Bir genç kızın gözünden iki dünya arasındaki büyüleyici karşılaşma…
1935 yılında Akşam gazetesinde tefrika edildikten sonra yayımlanan Bir Türk Kızının Amerika Yolculuğu, Faik Sabri ve kızı Lütfiye Duran’ın kaleminden çıkan etkileyici bir seyahatname. Lütfiye’nin kaleme aldığı mektuplar, sadece bir seyahatin izlerini değil, aynı zamanda iki farklı dünyanın çarpıcı biçimde karşılaşmasını sunar. Mektuplarda New York’un gökdelenlerinden Amerika’nın hız tutkusuna, kadınların toplumdaki rolünden mimari yarışlara kadar pek çok gözlem yer alır. Elinizdeki bu eser, Lütfiye’nin keskin zekâsı, duyarlı kalemi ve babası Faik Sabri’nin coğrafyacı dikkatinin müşterek sonucudur.
1930’larda gerçekleşen bu yolculuk, tarihsel ve edebî değeriyle okuyucularına sadece bir seyahatname değil, aynı zamanda kültürler arası bir keşif sunuyor.

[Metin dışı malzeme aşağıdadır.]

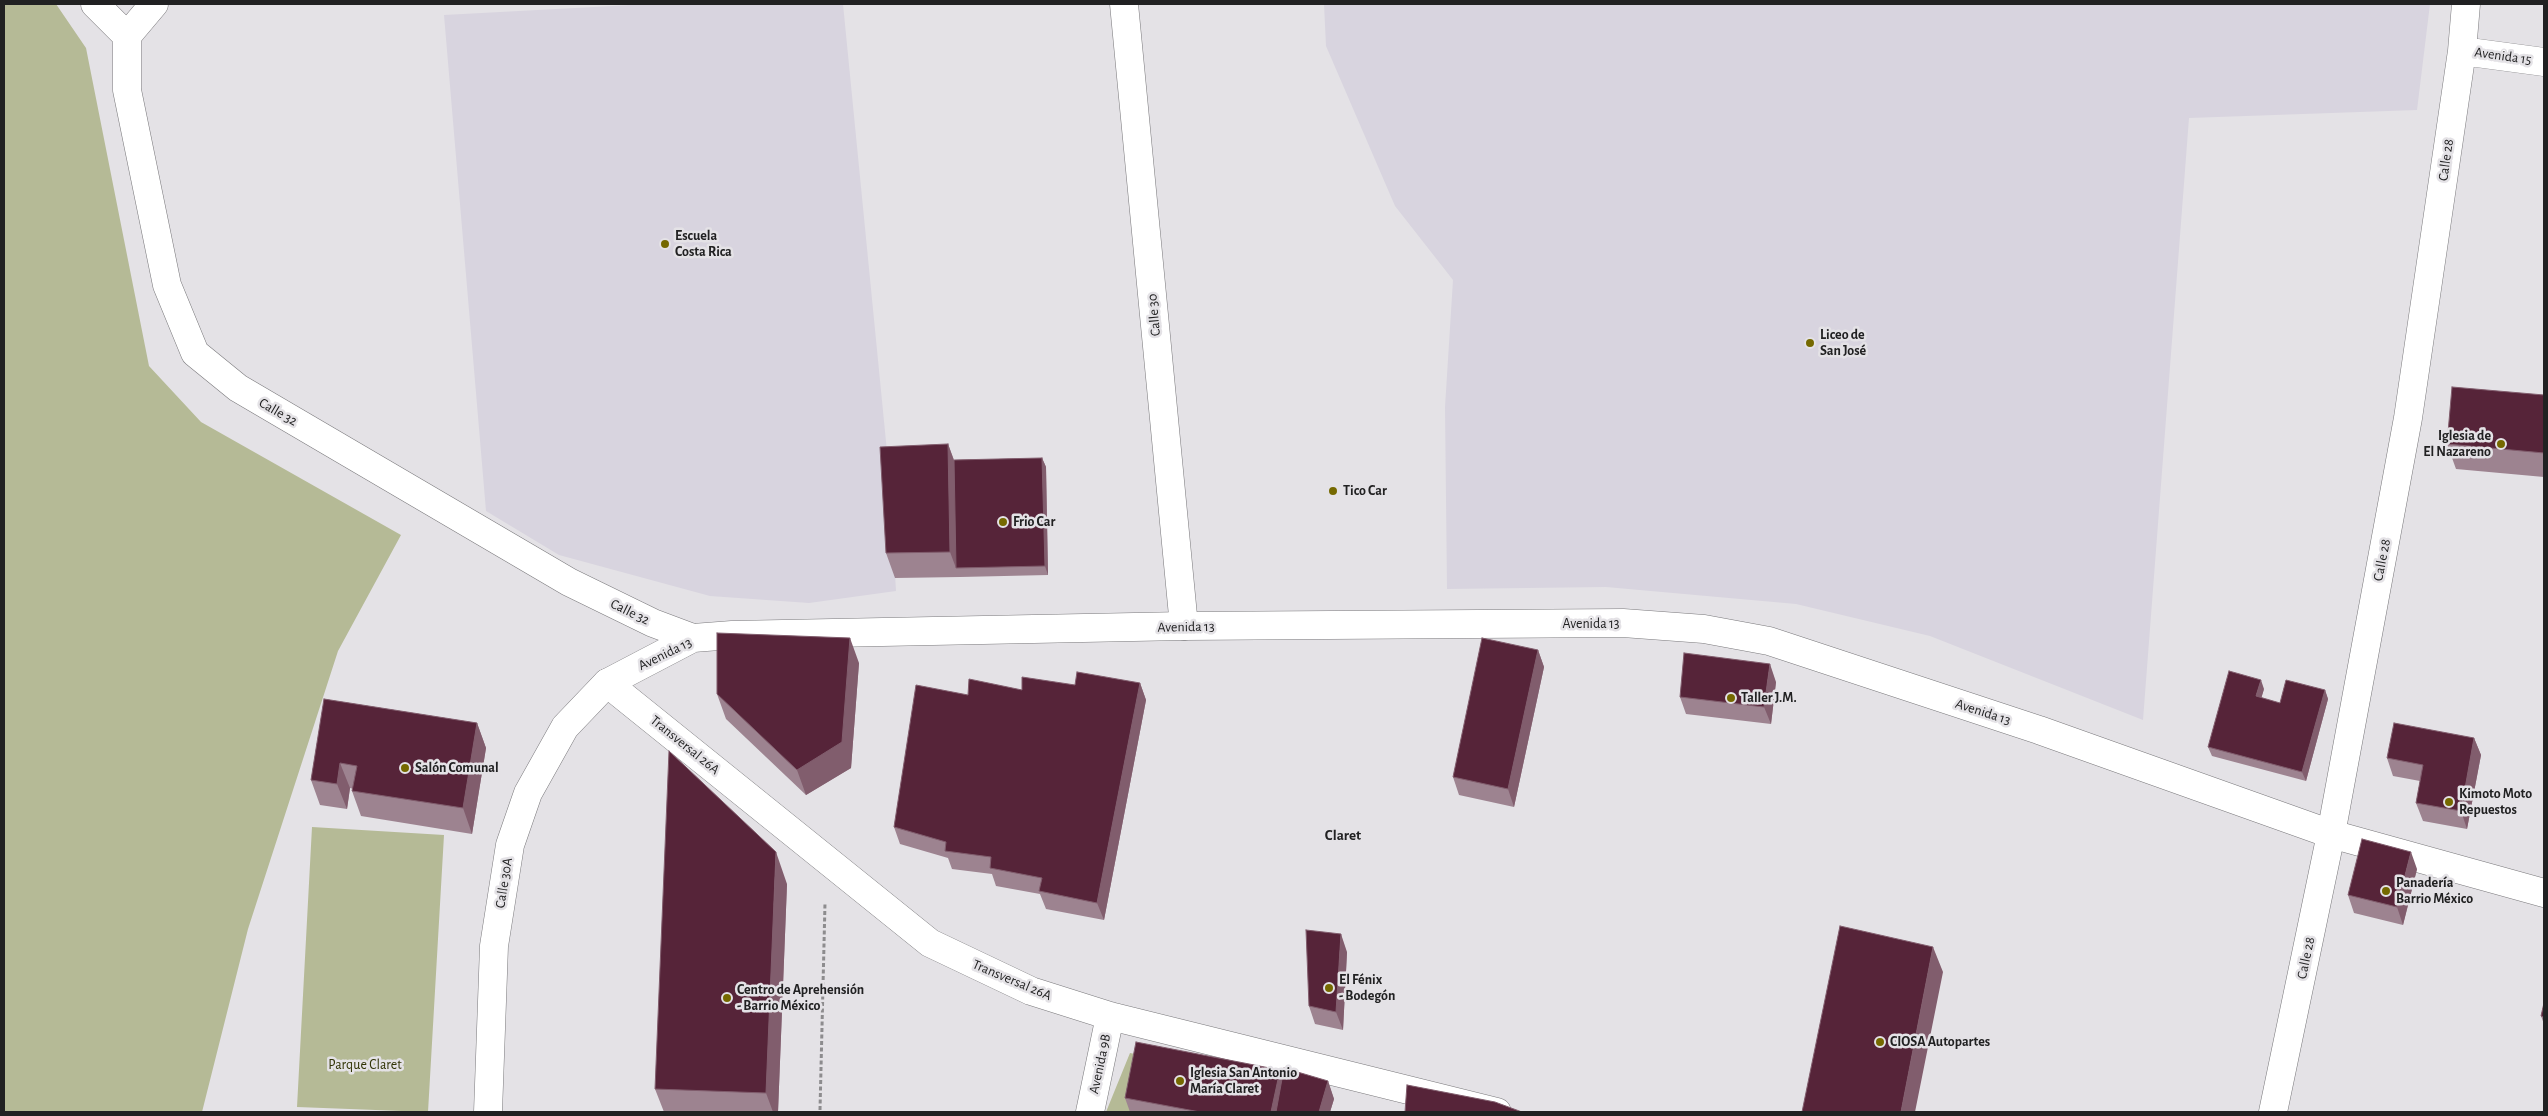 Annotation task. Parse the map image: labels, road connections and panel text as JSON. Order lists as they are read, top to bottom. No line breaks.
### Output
{"streets":{"street":["Avenida 15","Calle 28","Calle 30","Calle 32","Avenida 13","Transversal 26A","Calle 30A","Avenida 9B"]},"crossings":[["Avenida 15","Calle 28"],["Calle 28","Avenida 13"],["Calle 30","Avenida 13"],["Calle 32","Avenida 13"],["Avenida 13","Transversal 26A"],["Avenida 13","Calle 30A"],["Transversal 26A","Calle 30A"],["Transversal 26A","Avenida 9B"]],"districts":["Claret"],"parks":["Parque Claret"],"places":["Escuela Costa Rica","Liceo de San José","Iglesia de El Nazareno","Tico Car","Frio Car","Taller J.M.","Salón Comunal","Kimoto Moto Repuestos","Panadería Barrio México","El Fénix - Bodegón","Centro de Aprehensión - Barrio México","CIOSA Autopartes","Iglesia San Antonio María Claret"]} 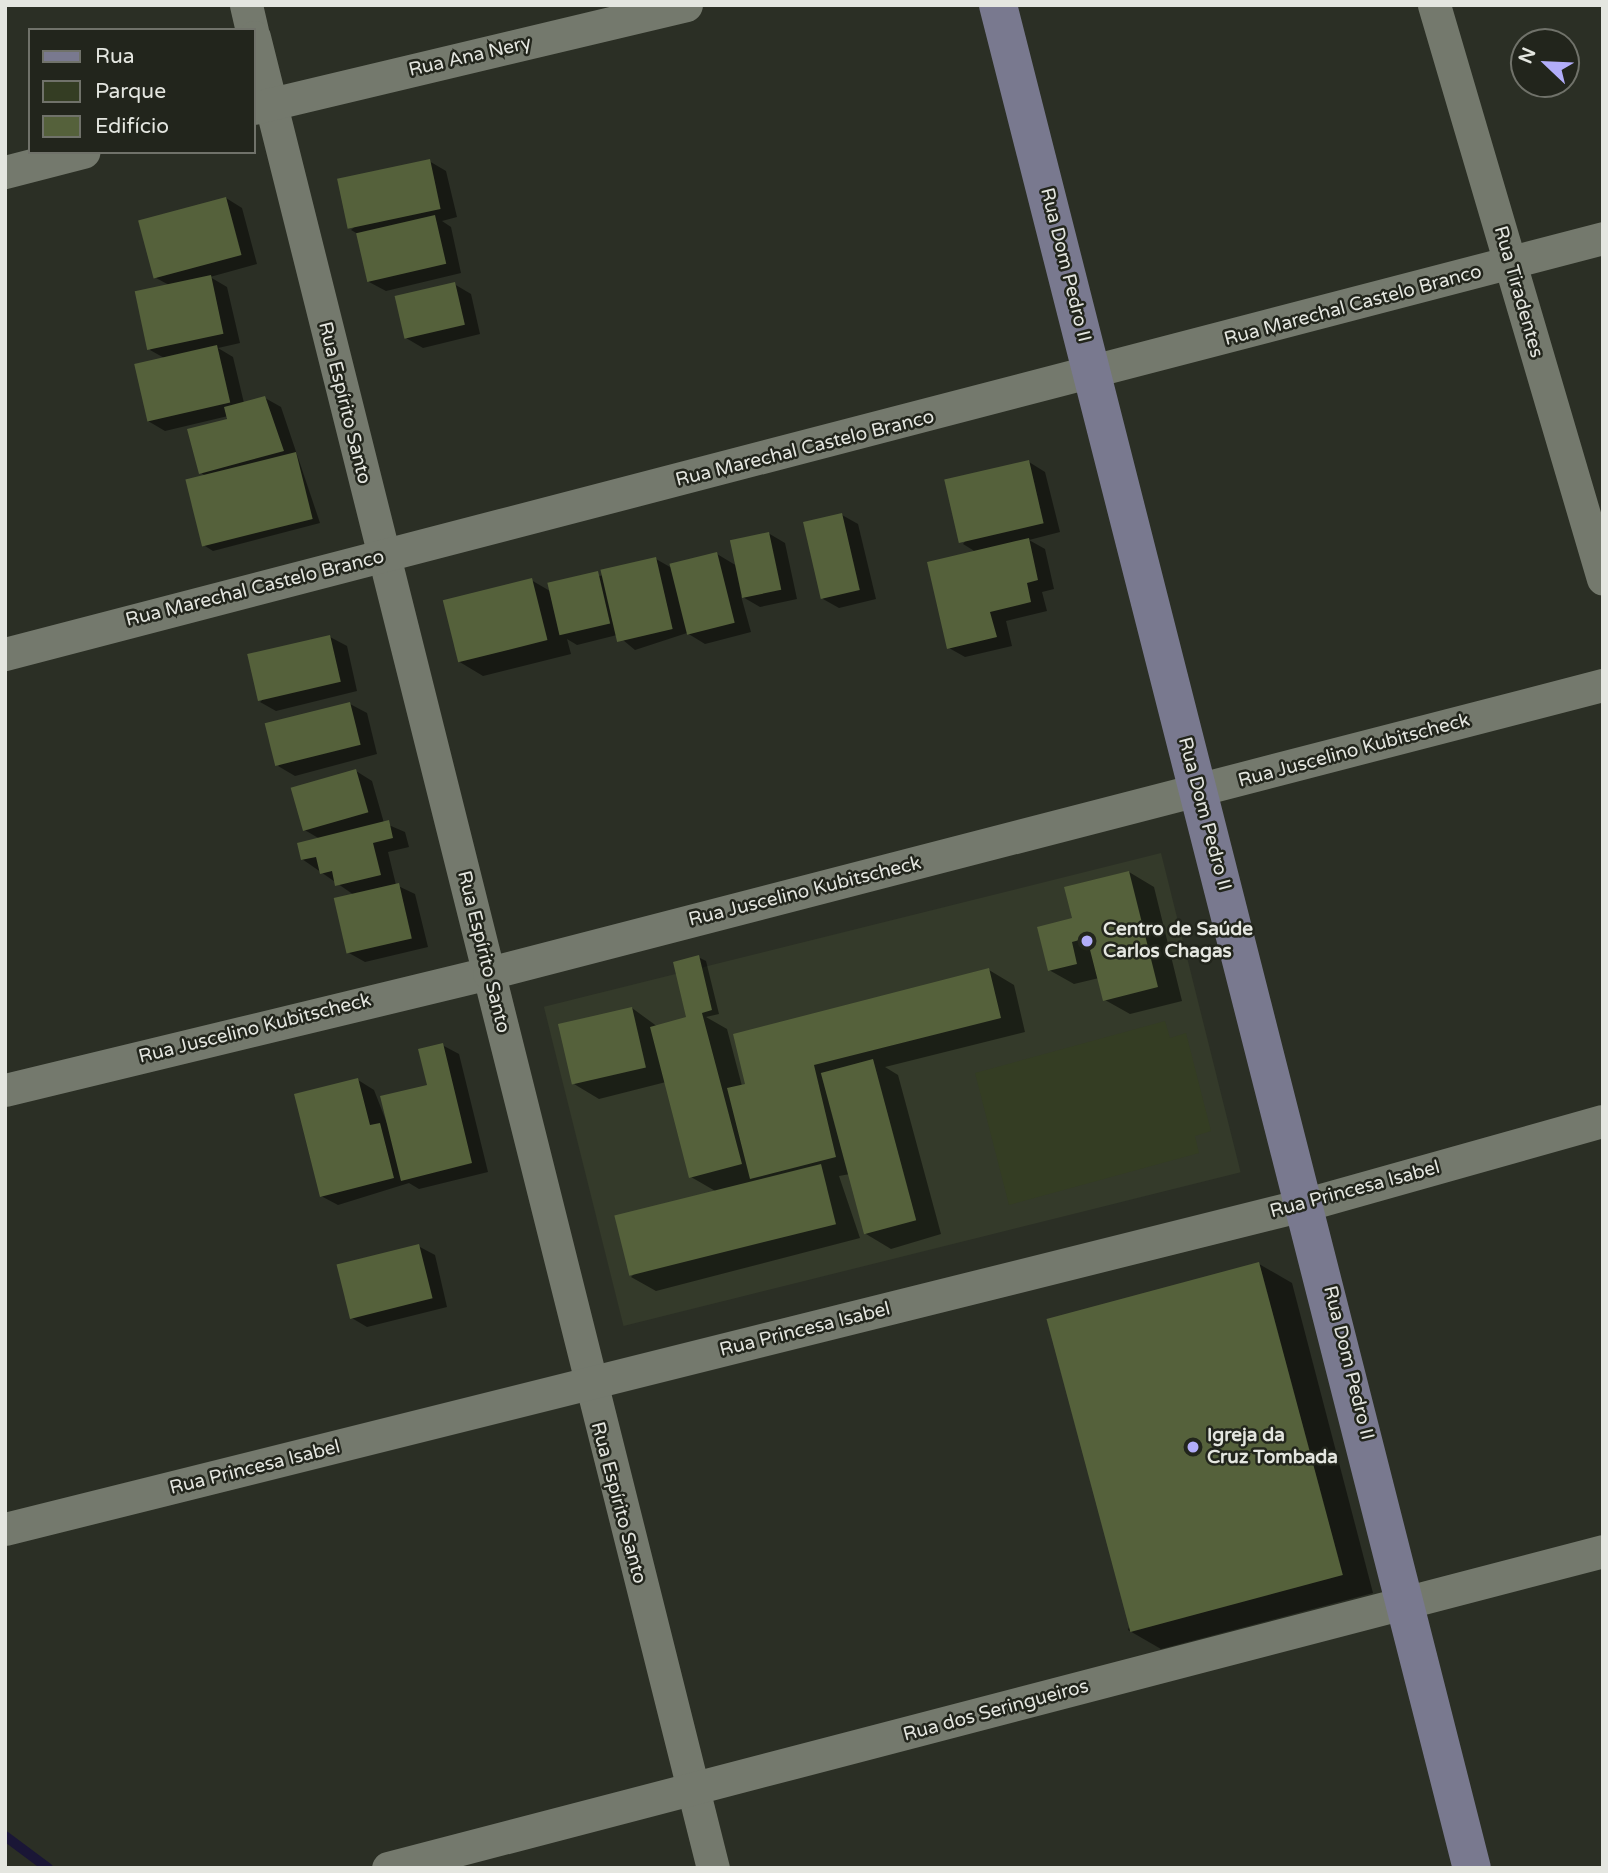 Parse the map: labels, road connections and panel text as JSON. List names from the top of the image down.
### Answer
{
  "streets": {
    "street": [
      "Rua Ana Nery",
      "Rua Dom Pedro II",
      "Rua Tiradentes",
      "Rua Marechal Castelo Branco",
      "Rua Espírito Santo",
      "Rua Juscelino Kubitscheck",
      "Rua Princesa Isabel",
      "Rua dos Seringueiros"
    ]
  },
  "crossings": [
    ["Rua Ana Nery", "Rua Espírito Santo"],
    ["Rua Dom Pedro II", "Rua Marechal Castelo Branco"],
    ["Rua Dom Pedro II", "Rua Juscelino Kubitscheck"],
    ["Rua Dom Pedro II", "Rua Princesa Isabel"],
    ["Rua Dom Pedro II", "Rua dos Seringueiros"],
    ["Rua Tiradentes", "Rua Marechal Castelo Branco"],
    ["Rua Marechal Castelo Branco", "Rua Espírito Santo"],
    ["Rua Espírito Santo", "Rua Juscelino Kubitscheck"],
    ["Rua Espírito Santo", "Rua Princesa Isabel"],
    ["Rua Espírito Santo", "Rua dos Seringueiros"]
  ],
  "places": ["Centro de Saúde Carlos Chagas", "Igreja da Cruz Tombada"],
  "legend": ["Rua", "Parque", "Edifício"],
  "north": "top left"
}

VakıfBank Kültür Yayınları, geç Osmanlı ve erken Cumhuriyet döneminde kaleme alınmış seyahatname ve kurmaca arasında kalan özgün ve melez türleri okuyucularla buluşturmaya devam ediyor.
Üç erkek çocuk babası, eşinden boşanmış Robert Farquharson’ın arabası 2005 yılının Babalar Günü’nde çocuklarını annelerinin evine bırakırken yoldan çıkar ve bir sulama barajına gömülür. Farquharson arabadan çıkmayı başarır ama çocukları boğularak hayatını kaybeder. Olay ilk bakışta trajik bir kaza gibi görünmektedir, ancak yetkililerin işe dahil olmasıyla daha karanlık ihtimaller belirmeye başlar.
Romancı ve öykücü Helen Garner, Avustralya’da uzun zaman gündemi işgal eden Robert Farquharson davasını başından sonuna kadar, her duruşmasına katılarak takip etti. Bu Yas Yuvası işte bu sürecin sarsıcı hikâyesini anlatıyor. Yaslı anne ve babadan başlayarak savunma ve iddia makamına, jüri üyelerine, tanıklara, bilirkişilere ve davayı izleyen gazetecilere varıncaya dek herkesin bir romanın kişileri gibi belirdiği anlatı, Garner’ın dürüst ve ustalıklı anlatıcılığı sayesinde true crime ve mahkeme röportajı gibi türlerin sınırlarını aşarak aile, evlilik, suç, masumiyet ve adalet üzerine unutulmaz bir kitaba dönüşüyor.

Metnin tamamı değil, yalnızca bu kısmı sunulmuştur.